日本ガイシは2019年、創立100周年という記念すべき節目を迎えました。そのルーツは、1904年に設立された洋食器メーカーの日本陶器(現在のノリタケカンパニーリミテド)に遡ります。社会の要望に応え、送電線を支える絶縁体である「がいし」を作るために1919年に独立したのが始まりなのです。
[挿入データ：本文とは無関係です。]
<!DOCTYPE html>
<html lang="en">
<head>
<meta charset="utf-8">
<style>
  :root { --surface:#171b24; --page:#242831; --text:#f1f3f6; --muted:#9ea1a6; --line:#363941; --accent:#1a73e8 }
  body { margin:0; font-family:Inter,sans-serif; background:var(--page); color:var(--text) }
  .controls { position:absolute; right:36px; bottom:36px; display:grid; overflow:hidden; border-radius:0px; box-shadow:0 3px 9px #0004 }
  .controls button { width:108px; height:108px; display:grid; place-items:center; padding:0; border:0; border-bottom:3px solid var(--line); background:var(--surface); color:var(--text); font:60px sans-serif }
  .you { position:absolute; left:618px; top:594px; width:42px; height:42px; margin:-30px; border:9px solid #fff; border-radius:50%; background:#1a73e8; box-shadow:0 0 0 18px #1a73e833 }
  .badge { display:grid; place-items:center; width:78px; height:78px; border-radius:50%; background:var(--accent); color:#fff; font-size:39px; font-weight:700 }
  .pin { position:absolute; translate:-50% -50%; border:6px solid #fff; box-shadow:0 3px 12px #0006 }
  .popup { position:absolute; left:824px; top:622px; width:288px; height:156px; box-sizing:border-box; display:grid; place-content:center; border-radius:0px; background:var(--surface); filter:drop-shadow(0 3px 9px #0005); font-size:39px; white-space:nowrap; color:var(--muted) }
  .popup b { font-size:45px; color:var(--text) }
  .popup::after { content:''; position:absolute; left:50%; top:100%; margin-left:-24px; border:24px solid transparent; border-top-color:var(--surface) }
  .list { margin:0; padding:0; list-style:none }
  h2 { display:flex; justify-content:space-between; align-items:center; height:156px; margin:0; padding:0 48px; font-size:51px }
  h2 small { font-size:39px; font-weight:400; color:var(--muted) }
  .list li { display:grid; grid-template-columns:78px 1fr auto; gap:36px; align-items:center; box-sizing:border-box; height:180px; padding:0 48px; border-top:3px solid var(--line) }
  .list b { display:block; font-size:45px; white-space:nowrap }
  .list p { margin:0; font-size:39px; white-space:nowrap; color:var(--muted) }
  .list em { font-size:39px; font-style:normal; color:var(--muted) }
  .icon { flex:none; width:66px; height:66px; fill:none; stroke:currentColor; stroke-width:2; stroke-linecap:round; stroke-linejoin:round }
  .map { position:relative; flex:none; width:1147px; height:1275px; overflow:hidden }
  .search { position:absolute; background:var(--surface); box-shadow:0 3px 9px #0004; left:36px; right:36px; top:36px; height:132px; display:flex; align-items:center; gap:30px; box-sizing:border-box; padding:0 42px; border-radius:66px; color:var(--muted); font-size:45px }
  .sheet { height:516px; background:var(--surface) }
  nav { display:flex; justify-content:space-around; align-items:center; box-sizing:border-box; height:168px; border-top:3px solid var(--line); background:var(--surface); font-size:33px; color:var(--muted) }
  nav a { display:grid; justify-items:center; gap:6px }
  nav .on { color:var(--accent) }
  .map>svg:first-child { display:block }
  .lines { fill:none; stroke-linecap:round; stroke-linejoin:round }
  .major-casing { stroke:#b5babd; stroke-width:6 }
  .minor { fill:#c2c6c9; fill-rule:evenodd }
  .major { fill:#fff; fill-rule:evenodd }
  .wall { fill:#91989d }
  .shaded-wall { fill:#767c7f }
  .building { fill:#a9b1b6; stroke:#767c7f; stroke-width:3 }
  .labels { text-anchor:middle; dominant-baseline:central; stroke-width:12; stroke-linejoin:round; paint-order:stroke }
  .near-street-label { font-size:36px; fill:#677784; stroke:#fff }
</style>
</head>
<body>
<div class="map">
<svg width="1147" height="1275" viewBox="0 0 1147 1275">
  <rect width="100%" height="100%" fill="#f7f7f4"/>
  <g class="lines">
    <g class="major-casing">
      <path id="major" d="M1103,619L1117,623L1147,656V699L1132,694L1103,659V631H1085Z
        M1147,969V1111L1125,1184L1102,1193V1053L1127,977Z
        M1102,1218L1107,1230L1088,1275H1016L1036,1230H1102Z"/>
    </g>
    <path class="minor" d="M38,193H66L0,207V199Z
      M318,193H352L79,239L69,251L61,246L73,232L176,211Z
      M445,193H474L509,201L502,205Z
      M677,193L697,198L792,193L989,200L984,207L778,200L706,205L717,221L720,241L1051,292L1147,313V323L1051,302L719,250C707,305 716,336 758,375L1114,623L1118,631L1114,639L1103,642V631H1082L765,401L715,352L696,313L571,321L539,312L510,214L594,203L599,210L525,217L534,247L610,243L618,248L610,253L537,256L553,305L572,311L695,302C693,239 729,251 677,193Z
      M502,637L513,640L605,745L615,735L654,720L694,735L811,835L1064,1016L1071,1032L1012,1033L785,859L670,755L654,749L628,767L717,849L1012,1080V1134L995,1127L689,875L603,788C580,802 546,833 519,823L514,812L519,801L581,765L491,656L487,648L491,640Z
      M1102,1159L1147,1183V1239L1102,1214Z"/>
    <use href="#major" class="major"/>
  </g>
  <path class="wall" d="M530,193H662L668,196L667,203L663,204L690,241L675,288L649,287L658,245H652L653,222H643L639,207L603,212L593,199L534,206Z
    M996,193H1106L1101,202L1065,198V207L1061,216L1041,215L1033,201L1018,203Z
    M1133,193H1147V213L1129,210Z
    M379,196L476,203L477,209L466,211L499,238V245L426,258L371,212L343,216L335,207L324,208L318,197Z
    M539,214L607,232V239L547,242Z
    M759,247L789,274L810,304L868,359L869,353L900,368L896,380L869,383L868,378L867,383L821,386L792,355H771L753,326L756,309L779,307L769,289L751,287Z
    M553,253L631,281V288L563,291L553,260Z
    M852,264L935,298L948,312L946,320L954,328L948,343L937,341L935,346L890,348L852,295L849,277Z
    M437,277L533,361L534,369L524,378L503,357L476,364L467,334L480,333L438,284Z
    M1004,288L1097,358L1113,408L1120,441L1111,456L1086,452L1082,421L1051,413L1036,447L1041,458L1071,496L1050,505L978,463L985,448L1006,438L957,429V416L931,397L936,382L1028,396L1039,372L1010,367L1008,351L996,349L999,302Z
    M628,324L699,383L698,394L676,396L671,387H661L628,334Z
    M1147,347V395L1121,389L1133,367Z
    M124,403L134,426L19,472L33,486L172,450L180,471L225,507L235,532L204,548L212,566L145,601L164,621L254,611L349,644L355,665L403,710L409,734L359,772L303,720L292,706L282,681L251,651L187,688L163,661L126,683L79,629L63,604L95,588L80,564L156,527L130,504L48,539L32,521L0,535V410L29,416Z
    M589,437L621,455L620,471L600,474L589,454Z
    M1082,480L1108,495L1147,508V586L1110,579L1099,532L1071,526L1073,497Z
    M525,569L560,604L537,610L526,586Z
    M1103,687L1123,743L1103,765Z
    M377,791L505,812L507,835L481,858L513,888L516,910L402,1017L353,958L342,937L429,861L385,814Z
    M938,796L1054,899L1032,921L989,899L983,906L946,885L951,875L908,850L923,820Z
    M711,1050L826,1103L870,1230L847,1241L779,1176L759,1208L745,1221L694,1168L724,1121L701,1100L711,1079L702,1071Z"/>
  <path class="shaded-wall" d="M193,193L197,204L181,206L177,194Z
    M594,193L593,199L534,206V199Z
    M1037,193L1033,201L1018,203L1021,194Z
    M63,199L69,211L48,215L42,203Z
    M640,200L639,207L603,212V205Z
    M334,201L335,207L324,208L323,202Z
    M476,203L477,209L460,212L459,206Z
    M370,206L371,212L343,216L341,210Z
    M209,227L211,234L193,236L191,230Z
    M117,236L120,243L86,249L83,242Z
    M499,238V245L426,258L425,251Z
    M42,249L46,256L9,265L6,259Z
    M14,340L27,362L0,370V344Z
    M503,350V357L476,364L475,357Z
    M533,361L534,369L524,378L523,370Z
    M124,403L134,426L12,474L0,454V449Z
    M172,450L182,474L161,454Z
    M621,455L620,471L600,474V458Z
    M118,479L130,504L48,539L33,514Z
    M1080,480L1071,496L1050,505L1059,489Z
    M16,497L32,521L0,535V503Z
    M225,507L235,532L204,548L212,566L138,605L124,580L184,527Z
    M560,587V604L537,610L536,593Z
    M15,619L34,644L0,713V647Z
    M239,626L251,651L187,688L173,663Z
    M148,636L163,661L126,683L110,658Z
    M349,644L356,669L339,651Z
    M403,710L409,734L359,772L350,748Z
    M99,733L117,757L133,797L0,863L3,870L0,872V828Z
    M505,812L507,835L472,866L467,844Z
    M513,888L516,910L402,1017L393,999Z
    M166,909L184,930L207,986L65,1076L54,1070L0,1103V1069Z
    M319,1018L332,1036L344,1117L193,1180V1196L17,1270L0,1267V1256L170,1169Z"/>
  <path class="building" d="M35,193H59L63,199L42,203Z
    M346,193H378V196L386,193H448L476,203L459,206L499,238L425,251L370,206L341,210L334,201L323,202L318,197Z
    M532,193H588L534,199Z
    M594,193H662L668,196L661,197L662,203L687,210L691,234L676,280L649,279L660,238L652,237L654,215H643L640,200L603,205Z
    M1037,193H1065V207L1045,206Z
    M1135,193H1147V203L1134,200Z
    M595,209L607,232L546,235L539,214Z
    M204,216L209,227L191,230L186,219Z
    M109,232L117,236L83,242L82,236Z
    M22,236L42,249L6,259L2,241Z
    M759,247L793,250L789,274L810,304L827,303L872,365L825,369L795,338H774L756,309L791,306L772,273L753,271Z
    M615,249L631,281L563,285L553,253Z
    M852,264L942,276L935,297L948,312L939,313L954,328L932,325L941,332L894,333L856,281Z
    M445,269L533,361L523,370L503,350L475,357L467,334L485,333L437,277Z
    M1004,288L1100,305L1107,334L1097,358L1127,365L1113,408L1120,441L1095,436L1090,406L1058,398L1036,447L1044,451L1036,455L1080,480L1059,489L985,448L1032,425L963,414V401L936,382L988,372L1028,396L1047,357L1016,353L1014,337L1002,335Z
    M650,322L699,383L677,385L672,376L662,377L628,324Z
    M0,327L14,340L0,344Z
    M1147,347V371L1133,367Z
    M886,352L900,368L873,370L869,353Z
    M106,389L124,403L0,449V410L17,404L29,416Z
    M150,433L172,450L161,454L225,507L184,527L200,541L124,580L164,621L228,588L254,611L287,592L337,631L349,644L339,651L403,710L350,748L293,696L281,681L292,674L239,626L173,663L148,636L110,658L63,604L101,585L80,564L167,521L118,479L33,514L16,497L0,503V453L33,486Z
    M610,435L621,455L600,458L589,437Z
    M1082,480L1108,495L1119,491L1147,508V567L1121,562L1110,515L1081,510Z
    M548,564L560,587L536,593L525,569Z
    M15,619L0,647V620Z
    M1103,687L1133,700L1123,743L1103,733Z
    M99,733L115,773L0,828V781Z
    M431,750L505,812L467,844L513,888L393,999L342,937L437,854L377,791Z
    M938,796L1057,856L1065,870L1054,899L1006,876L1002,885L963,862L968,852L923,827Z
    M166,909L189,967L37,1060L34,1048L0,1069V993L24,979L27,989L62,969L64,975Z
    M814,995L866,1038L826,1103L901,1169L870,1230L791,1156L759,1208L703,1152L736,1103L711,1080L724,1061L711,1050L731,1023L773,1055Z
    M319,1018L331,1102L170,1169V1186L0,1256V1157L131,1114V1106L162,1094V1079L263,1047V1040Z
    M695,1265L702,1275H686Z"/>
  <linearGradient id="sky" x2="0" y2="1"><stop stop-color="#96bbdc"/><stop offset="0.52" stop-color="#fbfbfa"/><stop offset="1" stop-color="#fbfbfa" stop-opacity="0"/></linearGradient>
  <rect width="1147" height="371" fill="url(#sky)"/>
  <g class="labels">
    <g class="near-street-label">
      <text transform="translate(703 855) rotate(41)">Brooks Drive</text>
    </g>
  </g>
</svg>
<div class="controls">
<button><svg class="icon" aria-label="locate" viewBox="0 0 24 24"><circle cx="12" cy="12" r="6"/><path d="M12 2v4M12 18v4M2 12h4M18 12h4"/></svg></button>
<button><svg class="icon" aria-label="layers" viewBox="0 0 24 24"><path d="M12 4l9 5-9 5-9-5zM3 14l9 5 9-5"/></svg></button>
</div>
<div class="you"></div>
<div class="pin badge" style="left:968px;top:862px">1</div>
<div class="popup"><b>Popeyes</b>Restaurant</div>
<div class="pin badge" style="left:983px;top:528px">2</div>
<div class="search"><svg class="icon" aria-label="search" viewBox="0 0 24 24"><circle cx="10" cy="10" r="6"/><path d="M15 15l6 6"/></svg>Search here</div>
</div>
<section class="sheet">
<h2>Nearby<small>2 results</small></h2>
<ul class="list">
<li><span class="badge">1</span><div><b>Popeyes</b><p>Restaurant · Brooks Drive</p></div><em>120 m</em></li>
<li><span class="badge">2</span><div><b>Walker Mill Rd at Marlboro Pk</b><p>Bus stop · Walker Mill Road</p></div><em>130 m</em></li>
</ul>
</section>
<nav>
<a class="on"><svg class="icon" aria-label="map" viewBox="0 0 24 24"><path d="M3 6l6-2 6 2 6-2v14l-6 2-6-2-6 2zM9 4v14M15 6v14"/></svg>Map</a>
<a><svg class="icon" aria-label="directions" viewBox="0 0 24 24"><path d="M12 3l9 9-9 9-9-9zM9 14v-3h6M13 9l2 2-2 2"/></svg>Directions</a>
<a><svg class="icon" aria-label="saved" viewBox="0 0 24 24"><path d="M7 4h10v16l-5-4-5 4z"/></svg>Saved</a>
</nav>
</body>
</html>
かつては売り上げのほとんどを「がいし」に頼っていましたが、1961年に新規事業の開拓へ大きく舵を切りました。現在では、自動車や半導体分野など多岐にわたる事業を展開し、がいしの売り上げは全体の1割に過ぎません。変化を恐れず進化を続ける姿勢こそが、成長の原動力となっています。

森村グループは「一業一社」というユニークな方針を貫いています。ノリタケから始まり、衛生陶器のTOTO、自動車部品の日本特殊陶業、そして日本ガイシと、新しい事業が育つたびに別会社として独立させてきました。資本関係は薄いものの、経営トップ同士の深い絆で結ばれているのが特徴でしょう。

そして2019年12月、この4社が共同で新たな会社を設立し、次世代技術である「固体酸化物形燃料電池(SOFC)」の事業を本格的にスタートさせます。SOFCとは、水素と酸素を反応させて電気を作る、環境に優しく非常に効率の良い発電システムのことです。

各社が持つ技術やノウハウを結集し、早期の商品化を目指すこの動きには、日本のモノづくり企業の底力と確かな未来を感じずにはいられません。グループ4社の売上高を合わせると約1兆6000億円にも上り、同業の巨大企業にも肉薄するほどの圧倒的な規模を誇っています。

私は、ひとつの技術を徹底的に磨き上げながらも、常に時代に合わせて変化を求める彼らの姿勢に強く感銘を受けました。持続可能な社会の実現に向けて、森村グループが生み出す革新的な電池技術は、間違いなくこれからの私たちの生活を支える重要な鍵となるはずです。